**WHAT IS EXPECTED:** Narrow the data below down to the lines containing "РЫСКҰЛОВ".

[Data excerpts]
========

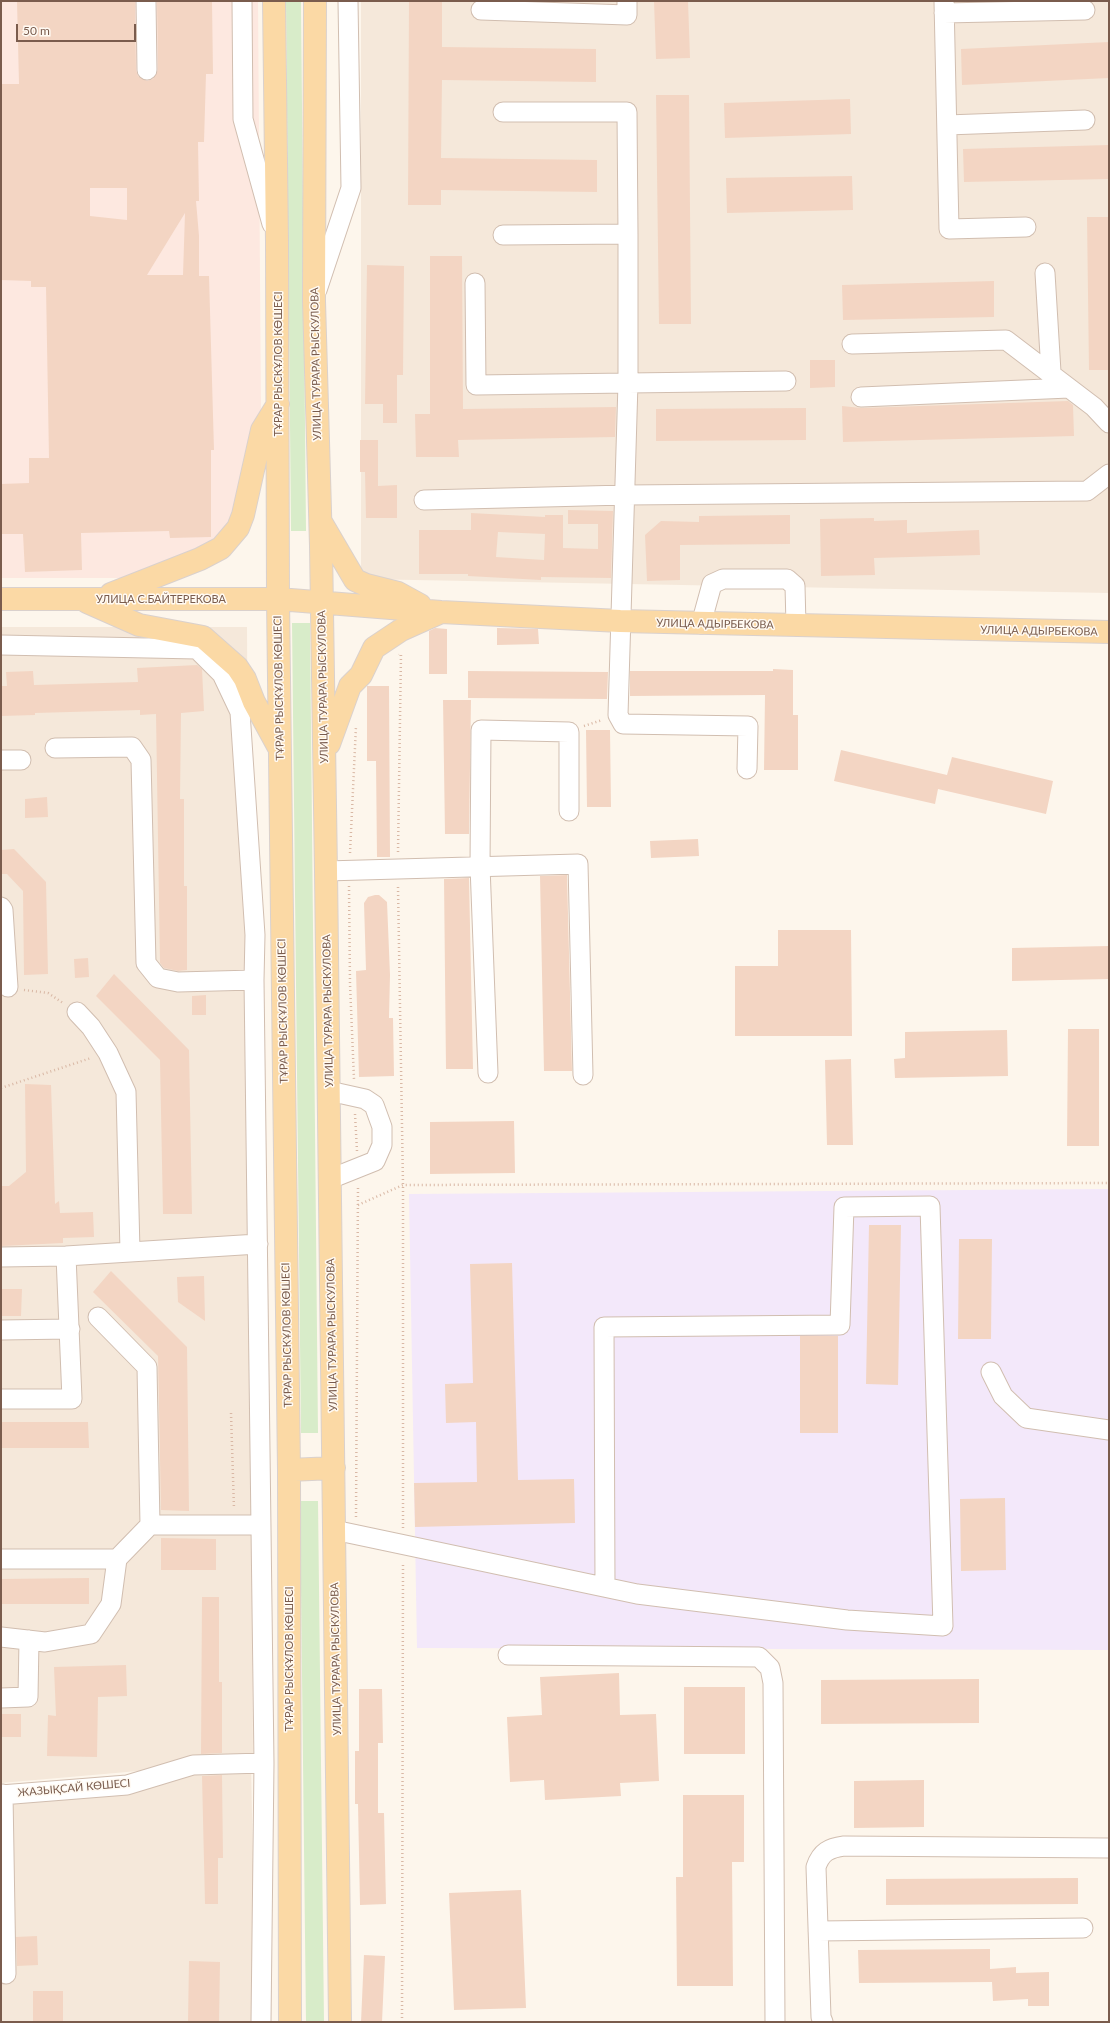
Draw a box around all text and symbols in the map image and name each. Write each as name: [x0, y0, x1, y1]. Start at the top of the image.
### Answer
scale bar: [18, 16, 138, 42]
text: 50 m: [23, 23, 50, 38]
street label: УЛИЦА ТУРАРА РЫСКУЛОВА: [308, 287, 324, 441]
street label: ТҰРАР РЫСКҰЛОВ КӨШЕСІ: [271, 291, 285, 437]
street label: УЛИЦА С.БАЙТЕРЕКОВА: [96, 592, 226, 606]
street label: УЛИЦА ТУРАРА РЫСКУЛОВА: [315, 610, 331, 764]
street label: ТҰРАР РЫСКҰЛОВ КӨШЕСІ: [271, 615, 287, 761]
street label: УЛИЦА АДЫРБЕКОВА: [656, 616, 774, 632]
street label: УЛИЦА АДЫРБЕКОВА: [980, 623, 1098, 639]
street label: УЛИЦА ТУРАРА РЫСКУЛОВА: [320, 934, 336, 1088]
street label: ТҰРАР РЫСКҰЛОВ КӨШЕСІ: [275, 938, 291, 1084]
street label: УЛИЦА ТУРАРА РЫСКУЛОВА: [324, 1258, 340, 1412]
street label: ТҰРАР РЫСКҰЛОВ КӨШЕСІ: [279, 1262, 295, 1408]
street label: УЛИЦА ТУРАРА РЫСКУЛОВА: [328, 1582, 344, 1736]
street label: ТҰРАР РЫСКҰЛОВ КӨШЕСІ: [282, 1586, 296, 1732]
street label: ЖАЗЫҚСАЙ КӨШЕСІ: [17, 1777, 131, 1799]

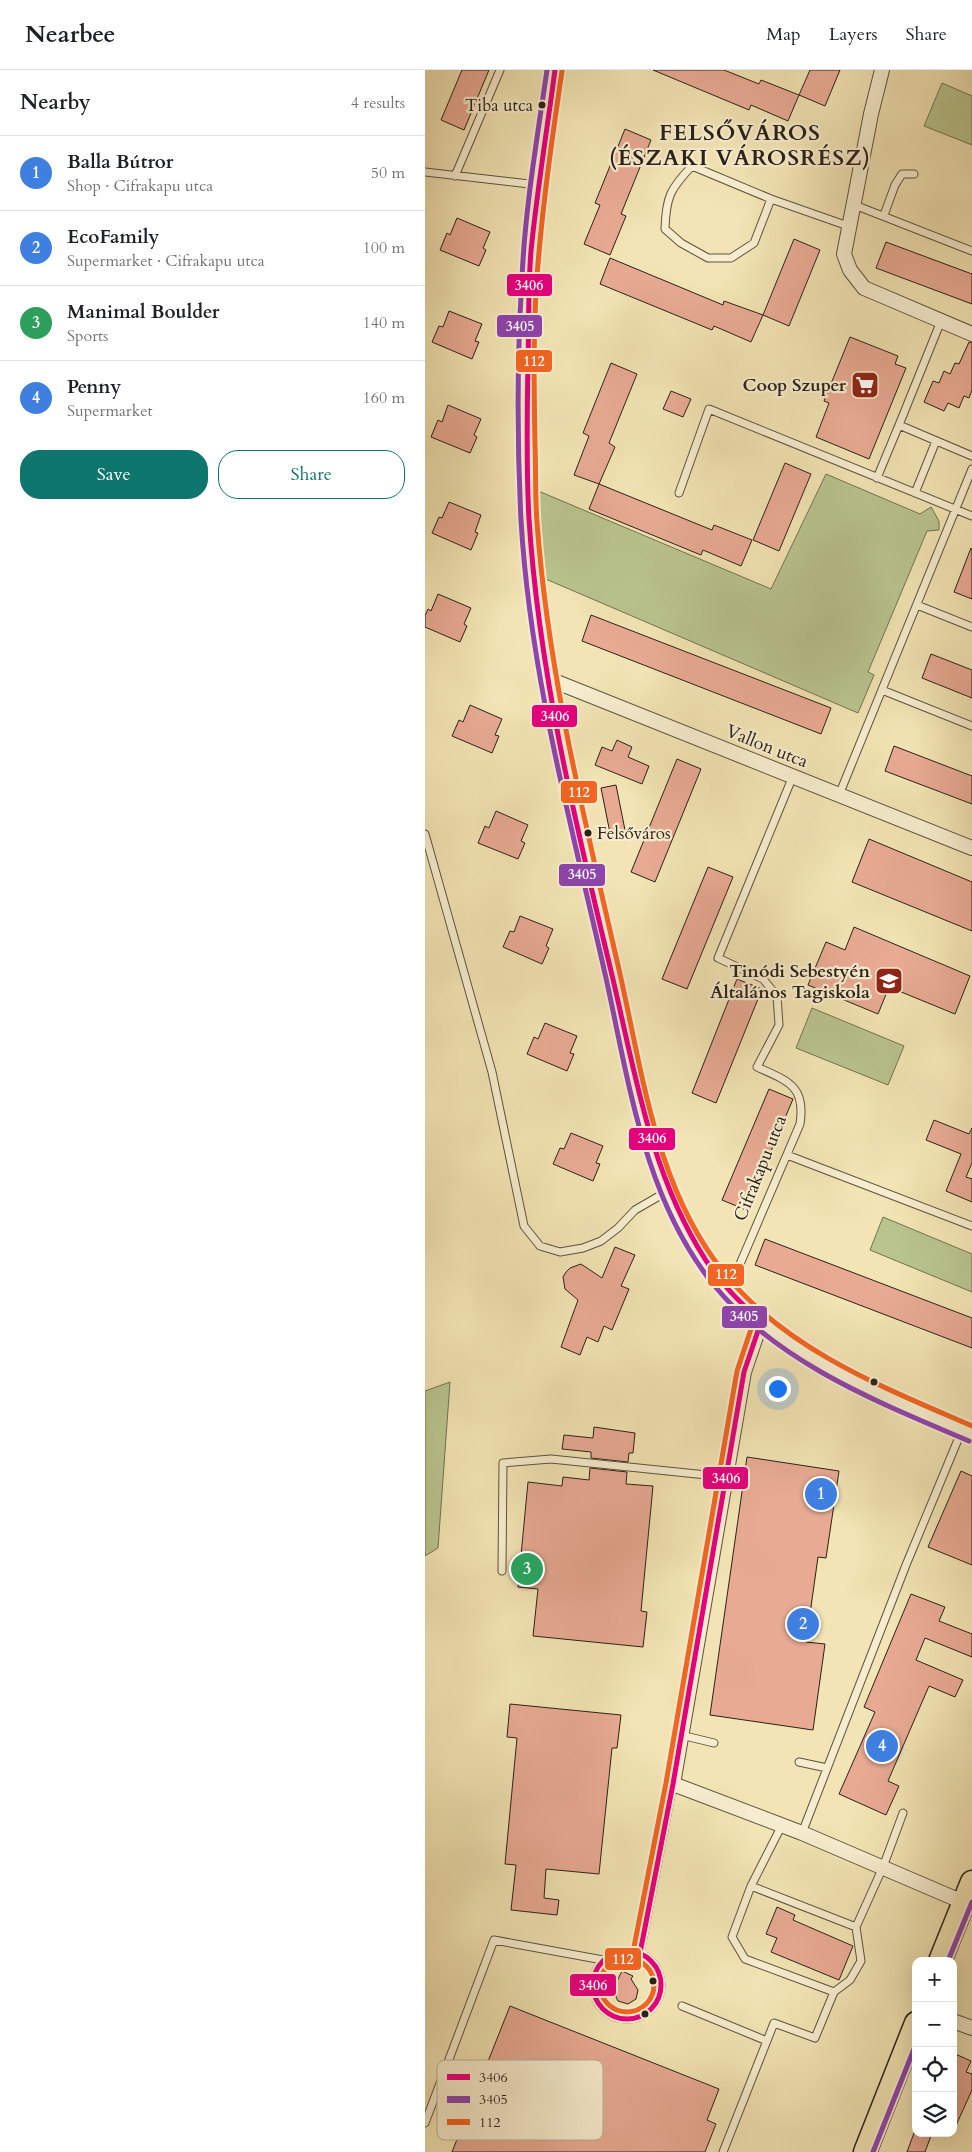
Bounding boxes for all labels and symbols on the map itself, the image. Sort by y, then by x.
place label: Tiba utca [465,94,534,117]
marker: Tiba utca [537,100,547,110]
district label: FELSŐVÁROS (ÉSZAKI VÁROSRÉSZ) [609,118,871,173]
line badge: 3406 [506,273,553,297]
text: 3406 [515,276,543,295]
line badge: 3405 [496,314,543,338]
text: 3405 [506,317,534,336]
line badge: 112 [515,349,553,373]
text: 112 [523,352,545,371]
supermarket icon: Coop Szuper [850,370,880,400]
place label: Coop Szuper [742,373,847,398]
line badge: 3406 [531,704,578,728]
text: 3406 [541,707,569,726]
street label: Vallon utca [722,719,812,774]
line badge: 112 [560,780,598,804]
text: 112 [568,783,590,802]
place label: Felsőváros [597,822,671,845]
marker: Felsőváros [583,828,593,838]
line badge: 3405 [558,863,606,887]
text: 3405 [568,865,596,884]
place label: Tinódi Sebestyén Általános Tagiskola [710,959,870,1005]
school or university icon: Tinódi Sebestyén Általános Tagiskola [874,966,904,996]
street label: Cifrakapu utca [728,1111,793,1225]
line badge: 3406 [628,1127,676,1151]
text: 3406 [638,1129,666,1148]
line badge: 112 [707,1263,745,1287]
text: 112 [715,1265,737,1284]
line badge: 3405 [721,1305,768,1329]
text: 3405 [730,1307,758,1326]
your location [765,1376,791,1402]
unlabelled marker [869,1377,879,1387]
line badge: 3406 [702,1466,749,1490]
text: 3406 [712,1469,740,1488]
pin: 1 [805,1475,837,1513]
pin: 3 [511,1550,543,1588]
pin: 2 [787,1605,819,1643]
pin: 4 [866,1727,898,1765]
line badge: 112 [604,1947,642,1971]
text: 112 [612,1950,634,1969]
line badge: 3406 [569,1973,617,1997]
text: 3406 [579,1976,607,1995]
unlabelled marker [648,1976,658,1986]
unlabelled marker [640,2009,650,2019]
legend [437,2060,603,2140]
text: 3406 [479,2068,508,2087]
text: 3405 [479,2090,508,2109]
text: 112 [479,2113,501,2132]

========

**ANSWER FOR THE TASK:**
street label: ТҰРАР РЫСКҰЛОВ КӨШЕСІ: [271, 291, 285, 437]
street label: ТҰРАР РЫСКҰЛОВ КӨШЕСІ: [271, 615, 287, 761]
street label: ТҰРАР РЫСКҰЛОВ КӨШЕСІ: [275, 938, 291, 1084]
street label: ТҰРАР РЫСКҰЛОВ КӨШЕСІ: [279, 1262, 295, 1408]
street label: ТҰРАР РЫСКҰЛОВ КӨШЕСІ: [282, 1586, 296, 1732]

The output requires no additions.